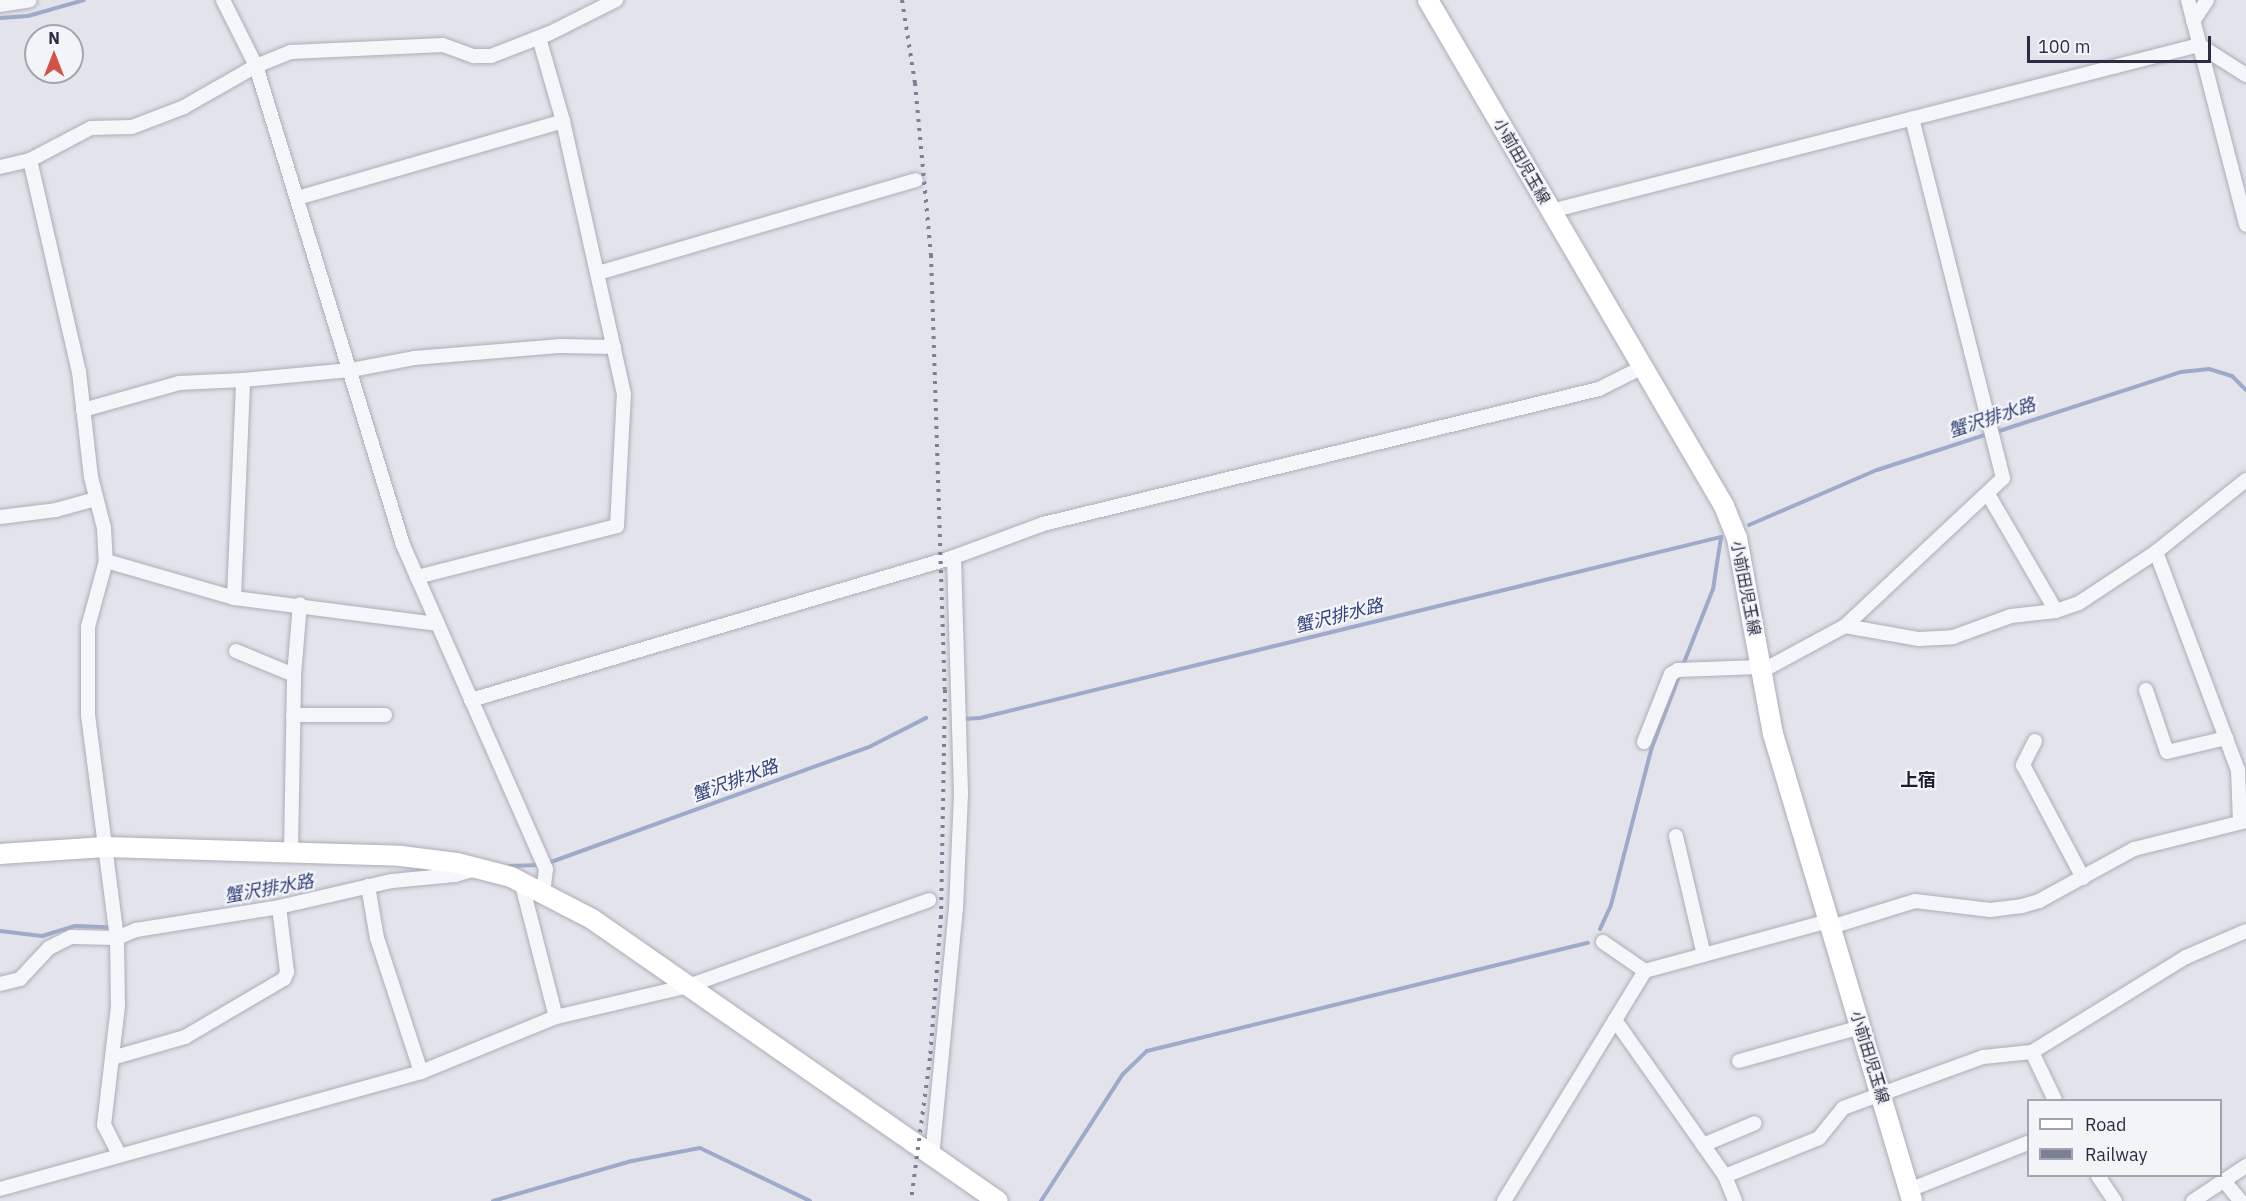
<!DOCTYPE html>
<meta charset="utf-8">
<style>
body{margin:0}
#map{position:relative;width:2246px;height:1201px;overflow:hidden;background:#e3e4eb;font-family:"IBM Plex Sans","Noto Sans JP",sans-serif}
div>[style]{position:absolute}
.stream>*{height:4px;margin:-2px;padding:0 2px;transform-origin:2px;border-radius:2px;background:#9eaacb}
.roads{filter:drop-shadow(0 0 2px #acadb9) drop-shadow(0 0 2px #acadb9)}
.street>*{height:14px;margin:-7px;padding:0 7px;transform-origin:7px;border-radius:7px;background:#f5f6f9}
.secondary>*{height:20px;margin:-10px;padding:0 10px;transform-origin:10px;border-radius:10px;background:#fff}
.rail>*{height:4px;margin-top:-2px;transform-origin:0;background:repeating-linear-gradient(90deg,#7c8095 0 3px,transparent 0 9px)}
span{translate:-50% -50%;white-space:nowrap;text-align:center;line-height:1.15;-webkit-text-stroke:4.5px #f2f4f8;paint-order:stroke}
.street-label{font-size:16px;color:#2a2e43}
.water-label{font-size:18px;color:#344378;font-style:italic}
.neighbourhood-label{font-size:18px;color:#1c1f34;font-weight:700}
.legend{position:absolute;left:2027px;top:1099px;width:195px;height:78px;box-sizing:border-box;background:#f2f4f8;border:2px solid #a2a5b0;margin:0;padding:8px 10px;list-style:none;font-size:18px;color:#2a2e43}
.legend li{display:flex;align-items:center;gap:12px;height:30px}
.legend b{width:30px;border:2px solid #a2a5b0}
.north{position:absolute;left:24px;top:24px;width:60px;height:60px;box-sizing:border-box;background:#f2f4f8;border:2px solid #a2a5b0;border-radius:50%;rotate:0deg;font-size:16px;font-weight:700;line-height:24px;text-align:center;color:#2a2e43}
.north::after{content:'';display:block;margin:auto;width:21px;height:27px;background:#d05248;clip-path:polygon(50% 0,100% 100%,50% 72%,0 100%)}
.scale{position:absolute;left:2027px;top:36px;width:184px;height:27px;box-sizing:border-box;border:3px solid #2a2e43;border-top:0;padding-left:8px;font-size:18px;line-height:21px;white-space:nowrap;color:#2a2e43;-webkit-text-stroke:4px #f2f4f8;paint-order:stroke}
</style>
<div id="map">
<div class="stream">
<i style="left:0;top:18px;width:28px;rotate:-4deg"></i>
<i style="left:28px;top:16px;width:58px;rotate:-15.9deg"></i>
<i style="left:1996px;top:432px;width:194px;rotate:-18deg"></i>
<i style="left:2181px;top:372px;width:28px;rotate:-6deg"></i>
<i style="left:2209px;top:369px;width:24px;rotate:17deg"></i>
<i style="left:2232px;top:376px;width:20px;rotate:45deg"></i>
<i style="left:1749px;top:525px;width:139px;rotate:-23.3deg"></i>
<i style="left:1877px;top:470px;width:117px;rotate:-18deg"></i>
<i style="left:963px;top:719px;width:17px;rotate:-3deg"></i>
<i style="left:980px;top:718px;width:763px;rotate:-13.73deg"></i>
<i style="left:1721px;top:537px;width:53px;rotate:98.7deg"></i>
<i style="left:1713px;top:589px;width:82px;rotate:111.5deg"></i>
<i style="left:551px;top:862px;width:340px;rotate:-19.9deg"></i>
<i style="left:871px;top:746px;width:62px;rotate:-27deg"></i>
<i style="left:510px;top:866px;width:28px;rotate:-2deg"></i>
<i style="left:1600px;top:929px;width:26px;rotate:-65deg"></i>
<i style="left:1611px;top:905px;width:163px;rotate:-75.5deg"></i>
<i style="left:1652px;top:747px;width:76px;rotate:-69.2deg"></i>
<i style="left:0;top:931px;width:42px;rotate:6.8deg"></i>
<i style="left:42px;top:936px;width:34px;rotate:-17deg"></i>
<i style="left:75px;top:926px;width:33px;rotate:2deg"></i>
<i style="left:493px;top:1201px;width:145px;rotate:-16.1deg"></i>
<i style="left:632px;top:1161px;width:69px;rotate:-10.8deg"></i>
<i style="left:700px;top:1148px;width:122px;rotate:25.7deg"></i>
<i style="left:1041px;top:1201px;width:151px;rotate:-57.2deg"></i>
<i style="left:1123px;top:1074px;width:33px;rotate:-44deg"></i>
<i style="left:1147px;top:1051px;width:454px;rotate:-13.8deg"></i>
</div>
<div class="roads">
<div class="street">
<i style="left:223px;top:0;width:74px;rotate:63.4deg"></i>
<i style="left:256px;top:66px;width:501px;rotate:72.94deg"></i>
<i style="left:403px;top:545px;width:354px;rotate:66.2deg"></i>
<i style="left:546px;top:869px;width:23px;rotate:97deg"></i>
<i style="left:2188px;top:0;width:232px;rotate:75.5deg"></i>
<i style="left:0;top:5px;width:30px;rotate:-9deg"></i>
<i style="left:2193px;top:21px;width:25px;rotate:-56deg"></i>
<i style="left:30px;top:160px;width:218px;rotate:77deg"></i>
<i style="left:79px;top:372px;width:106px;rotate:83.5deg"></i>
<i style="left:91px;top:477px;width:53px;rotate:75.7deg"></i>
<i style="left:104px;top:528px;width:33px;rotate:87deg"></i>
<i style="left:106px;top:561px;width:68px;rotate:105.3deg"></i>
<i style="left:88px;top:627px;width:88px;rotate:90deg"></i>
<i style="left:88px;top:715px;width:225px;rotate:82.6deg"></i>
<i style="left:117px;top:938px;width:68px;rotate:89.2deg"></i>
<i style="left:118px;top:1006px;width:120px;rotate:96.7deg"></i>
<i style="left:104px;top:1125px;width:34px;rotate:63deg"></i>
<i style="left:0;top:167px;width:31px;rotate:-13deg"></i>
<i style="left:30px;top:160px;width:69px;rotate:-27.7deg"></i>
<i style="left:91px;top:128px;width:41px;rotate:-1.4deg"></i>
<i style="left:132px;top:127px;width:56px;rotate:-21deg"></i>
<i style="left:184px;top:107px;width:83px;rotate:-29.7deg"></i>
<i style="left:256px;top:66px;width:38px;rotate:-22deg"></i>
<i style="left:291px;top:52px;width:152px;rotate:-2.6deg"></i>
<i style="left:443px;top:45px;width:33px;rotate:20deg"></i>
<i style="left:474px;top:56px;width:17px"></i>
<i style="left:491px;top:56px;width:63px;rotate:-21.3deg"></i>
<i style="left:550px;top:33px;width:74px;rotate:-26.6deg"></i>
<i style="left:297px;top:198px;width:277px;rotate:-16.1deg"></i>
<i style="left:1551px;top:211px;width:669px;rotate:-14.37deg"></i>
<i style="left:2199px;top:45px;width:56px;rotate:32.6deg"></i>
<i style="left:598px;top:273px;width:331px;rotate:-16.3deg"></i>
<i style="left:83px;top:410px;width:100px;rotate:-15.7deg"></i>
<i style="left:179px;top:383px;width:64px;rotate:-2.7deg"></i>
<i style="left:1988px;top:494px;width:135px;rotate:59.8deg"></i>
<i style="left:0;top:517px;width:56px;rotate:-7.1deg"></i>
<i style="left:56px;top:510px;width:41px;rotate:-15.4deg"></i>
<i style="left:2156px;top:552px;width:233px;rotate:69.4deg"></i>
<i style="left:2238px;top:770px;width:52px;rotate:87.8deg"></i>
<i style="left:106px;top:561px;width:133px;rotate:16.1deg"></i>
<i style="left:234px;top:598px;width:204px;rotate:7.3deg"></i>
<i style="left:417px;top:577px;width:206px;rotate:-14.3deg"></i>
<i style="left:617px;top:526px;width:132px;rotate:-87deg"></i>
<i style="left:624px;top:394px;width:280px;rotate:-102.6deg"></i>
<i style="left:563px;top:121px;width:86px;rotate:-106.1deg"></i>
<i style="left:234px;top:598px;width:218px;rotate:-87.6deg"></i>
<i style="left:243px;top:380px;width:108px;rotate:-5.3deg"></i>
<i style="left:351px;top:370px;width:64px;rotate:-10.8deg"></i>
<i style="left:414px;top:358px;width:145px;rotate:-4.7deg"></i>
<i style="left:559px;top:346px;width:55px;rotate:1deg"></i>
<i style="left:1845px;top:626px;width:75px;rotate:10deg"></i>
<i style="left:1919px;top:639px;width:34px;rotate:-3deg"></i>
<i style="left:1953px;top:637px;width:62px;rotate:-19.9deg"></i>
<i style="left:2011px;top:616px;width:45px;rotate:-6.3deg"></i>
<i style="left:2056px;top:611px;width:24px;rotate:-19deg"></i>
<i style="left:2079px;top:603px;width:92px;rotate:-33.5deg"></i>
<i style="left:2156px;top:552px;width:115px;rotate:-38.7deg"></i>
<i style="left:236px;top:651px;width:63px;rotate:22.5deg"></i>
<i style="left:1760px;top:672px;width:97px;rotate:-28.4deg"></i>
<i style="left:1845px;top:626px;width:216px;rotate:-43.1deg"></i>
<i style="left:2003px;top:478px;width:371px;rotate:-104.2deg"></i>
<i style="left:2146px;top:690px;width:65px;rotate:71.3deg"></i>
<i style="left:2167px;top:752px;width:61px;rotate:-13.3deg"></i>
<i style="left:471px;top:700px;width:504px;rotate:-16.49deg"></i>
<i style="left:954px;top:557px;width:95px;rotate:-20.3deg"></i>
<i style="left:1043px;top:524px;width:572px;rotate:-13.65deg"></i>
<i style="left:1599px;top:389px;width:49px;rotate:-26.6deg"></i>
<i style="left:293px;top:715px;width:92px"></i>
<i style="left:2035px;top:741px;width:27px;rotate:117deg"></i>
<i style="left:2023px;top:765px;width:128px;rotate:62deg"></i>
<i style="left:1644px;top:742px;width:73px;rotate:-68.3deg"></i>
<i style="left:1671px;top:674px;width:8px;rotate:-30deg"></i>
<i style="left:1678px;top:670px;width:81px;rotate:-2.1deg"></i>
<i style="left:1676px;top:836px;width:122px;rotate:76.8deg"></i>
<i style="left:291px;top:852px;width:177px;rotate:-89deg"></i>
<i style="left:294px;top:675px;width:71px;rotate:-85.2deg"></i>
<i style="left:521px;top:881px;width:140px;rotate:75.6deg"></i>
<i style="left:368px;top:886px;width:53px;rotate:80.2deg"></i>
<i style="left:377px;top:938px;width:141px;rotate:71.8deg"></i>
<i style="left:1831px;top:927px;width:88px;rotate:-17.2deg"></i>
<i style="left:1915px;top:901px;width:76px;rotate:6.8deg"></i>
<i style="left:1990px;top:910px;width:32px;rotate:-7deg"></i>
<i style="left:2022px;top:906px;width:18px;rotate:-16deg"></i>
<i style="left:2039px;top:901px;width:108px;rotate:-28.7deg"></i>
<i style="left:2134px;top:849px;width:115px;rotate:-14deg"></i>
<i style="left:1603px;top:942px;width:51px;rotate:34.6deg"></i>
<i style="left:0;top:984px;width:21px;rotate:-14deg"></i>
<i style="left:20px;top:979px;width:42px;rotate:-46.9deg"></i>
<i style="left:49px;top:948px;width:25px;rotate:-27deg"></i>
<i style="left:71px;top:937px;width:46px;rotate:1.2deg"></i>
<i style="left:117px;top:938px;width:21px;rotate:-23deg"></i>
<i style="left:136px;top:930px;width:145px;rotate:-9.1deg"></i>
<i style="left:279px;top:907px;width:116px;rotate:-13deg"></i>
<i style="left:392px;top:881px;width:63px;rotate:-5.4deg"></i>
<i style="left:455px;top:875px;width:22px;rotate:-16deg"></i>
<i style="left:1615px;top:1020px;width:191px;rotate:54.8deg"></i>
<i style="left:1725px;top:1176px;width:27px;rotate:68deg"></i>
<i style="left:2032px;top:1052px;width:53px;rotate:64.4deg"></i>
<i style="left:112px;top:1058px;width:76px;rotate:-16deg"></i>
<i style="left:185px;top:1037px;width:115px;rotate:-30.4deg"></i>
<i style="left:284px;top:979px;width:8px;rotate:-67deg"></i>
<i style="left:287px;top:972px;width:65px;rotate:-97deg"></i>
<i style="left:1739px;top:1061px;width:127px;rotate:-15.6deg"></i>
<i style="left:1703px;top:1145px;width:56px;rotate:-22.9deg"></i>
<i style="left:932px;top:1157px;width:249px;rotate:-84.5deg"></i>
<i style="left:956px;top:909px;width:116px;rotate:-87.5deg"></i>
<i style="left:961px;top:793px;width:236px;rotate:-91.7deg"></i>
<i style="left:1725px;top:1176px;width:101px;rotate:-22deg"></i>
<i style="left:1819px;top:1138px;width:38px;rotate:-51deg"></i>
<i style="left:1843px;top:1108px;width:149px;rotate:-20deg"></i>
<i style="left:1983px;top:1057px;width:49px;rotate:-5.8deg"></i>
<i style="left:2032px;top:1052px;width:181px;rotate:-31.7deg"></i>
<i style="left:2186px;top:957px;width:65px;rotate:-23.4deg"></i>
<i style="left:2098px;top:1176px;width:30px;rotate:56deg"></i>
<i style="left:2224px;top:1181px;width:26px;rotate:50deg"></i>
<i style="left:0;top:1189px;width:437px;rotate:-15.5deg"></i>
<i style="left:421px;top:1072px;width:146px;rotate:-22.2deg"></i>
<i style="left:556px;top:1017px;width:136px;rotate:-13.2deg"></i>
<i style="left:688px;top:986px;width:256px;rotate:-19.6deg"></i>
<i style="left:1909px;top:1190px;width:128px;rotate:-21.6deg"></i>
<i style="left:1504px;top:1201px;width:270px;rotate:-58.5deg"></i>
<i style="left:1645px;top:971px;width:191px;rotate:-15.2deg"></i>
<i style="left:2193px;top:1201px;width:64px;rotate:-33.4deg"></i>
</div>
<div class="secondary">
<i style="left:1428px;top:0;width:586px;rotate:59.67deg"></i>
<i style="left:1724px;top:506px;width:35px;rotate:68deg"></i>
<i style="left:1737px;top:538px;width:199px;rotate:79.6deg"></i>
<i style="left:1773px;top:734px;width:487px;rotate:73.4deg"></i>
<i style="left:0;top:854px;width:105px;rotate:-3.8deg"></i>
<i style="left:105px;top:847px;width:296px;rotate:1.7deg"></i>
<i style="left:401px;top:856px;width:56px;rotate:7.1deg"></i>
<i style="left:457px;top:863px;width:56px;rotate:14.5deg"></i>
<i style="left:511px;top:877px;width:91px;rotate:27.4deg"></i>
<i style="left:592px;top:919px;width:494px;rotate:34.8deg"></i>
</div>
</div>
<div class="rail">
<i style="left:902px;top:0;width:84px;rotate:81.1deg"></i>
<i style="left:915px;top:83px;width:173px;rotate:84.7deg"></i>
<i style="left:931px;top:255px;width:435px;rotate:88.2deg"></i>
<i style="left:945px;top:690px;width:226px;rotate:91deg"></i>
<i style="left:941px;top:916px;width:142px;rotate:94.4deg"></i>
<i style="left:930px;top:1058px;width:144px;rotate:97.6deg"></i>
</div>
<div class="street-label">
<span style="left:1522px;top:161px;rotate:60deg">小前田児玉線</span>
<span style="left:1746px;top:588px;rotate:79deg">小前田児玉線</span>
<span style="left:1870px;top:1057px;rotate:73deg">小前田児玉線</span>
</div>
<div class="water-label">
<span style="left:1992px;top:418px;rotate:-18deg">蟹沢排水路</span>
<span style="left:1339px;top:616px;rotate:-14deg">蟹沢排水路</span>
<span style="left:735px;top:781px;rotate:-20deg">蟹沢排水路</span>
<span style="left:269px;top:889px;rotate:-10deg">蟹沢排水路</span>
</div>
<div class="neighbourhood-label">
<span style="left:1918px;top:780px">上宿</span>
</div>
<ul class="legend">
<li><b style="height:8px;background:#fff"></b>Road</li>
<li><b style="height:8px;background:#7c8095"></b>Railway</li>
</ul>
<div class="north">N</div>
<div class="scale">100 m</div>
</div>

§ §

* EXERCISE REQUIREMENTS:
Starting at the first line of the data, set down each line exactly until you have copied the line with "2px #acadb9) drop-shadow(0", but leave the pictures out.

* WORKED SOLUTION:
<!DOCTYPE html>
<meta charset="utf-8">
<style>
body{margin:0}
#map{position:relative;width:2246px;height:1201px;overflow:hidden;background:#e3e4eb;font-family:"IBM Plex Sans","Noto Sans JP",sans-serif}
div>[style]{position:absolute}
.stream>*{height:4px;margin:-2px;padding:0 2px;transform-origin:2px;border-radius:2px;background:#9eaacb}
.roads{filter:drop-shadow(0 0 2px #acadb9) drop-shadow(0 0 2px #acadb9)}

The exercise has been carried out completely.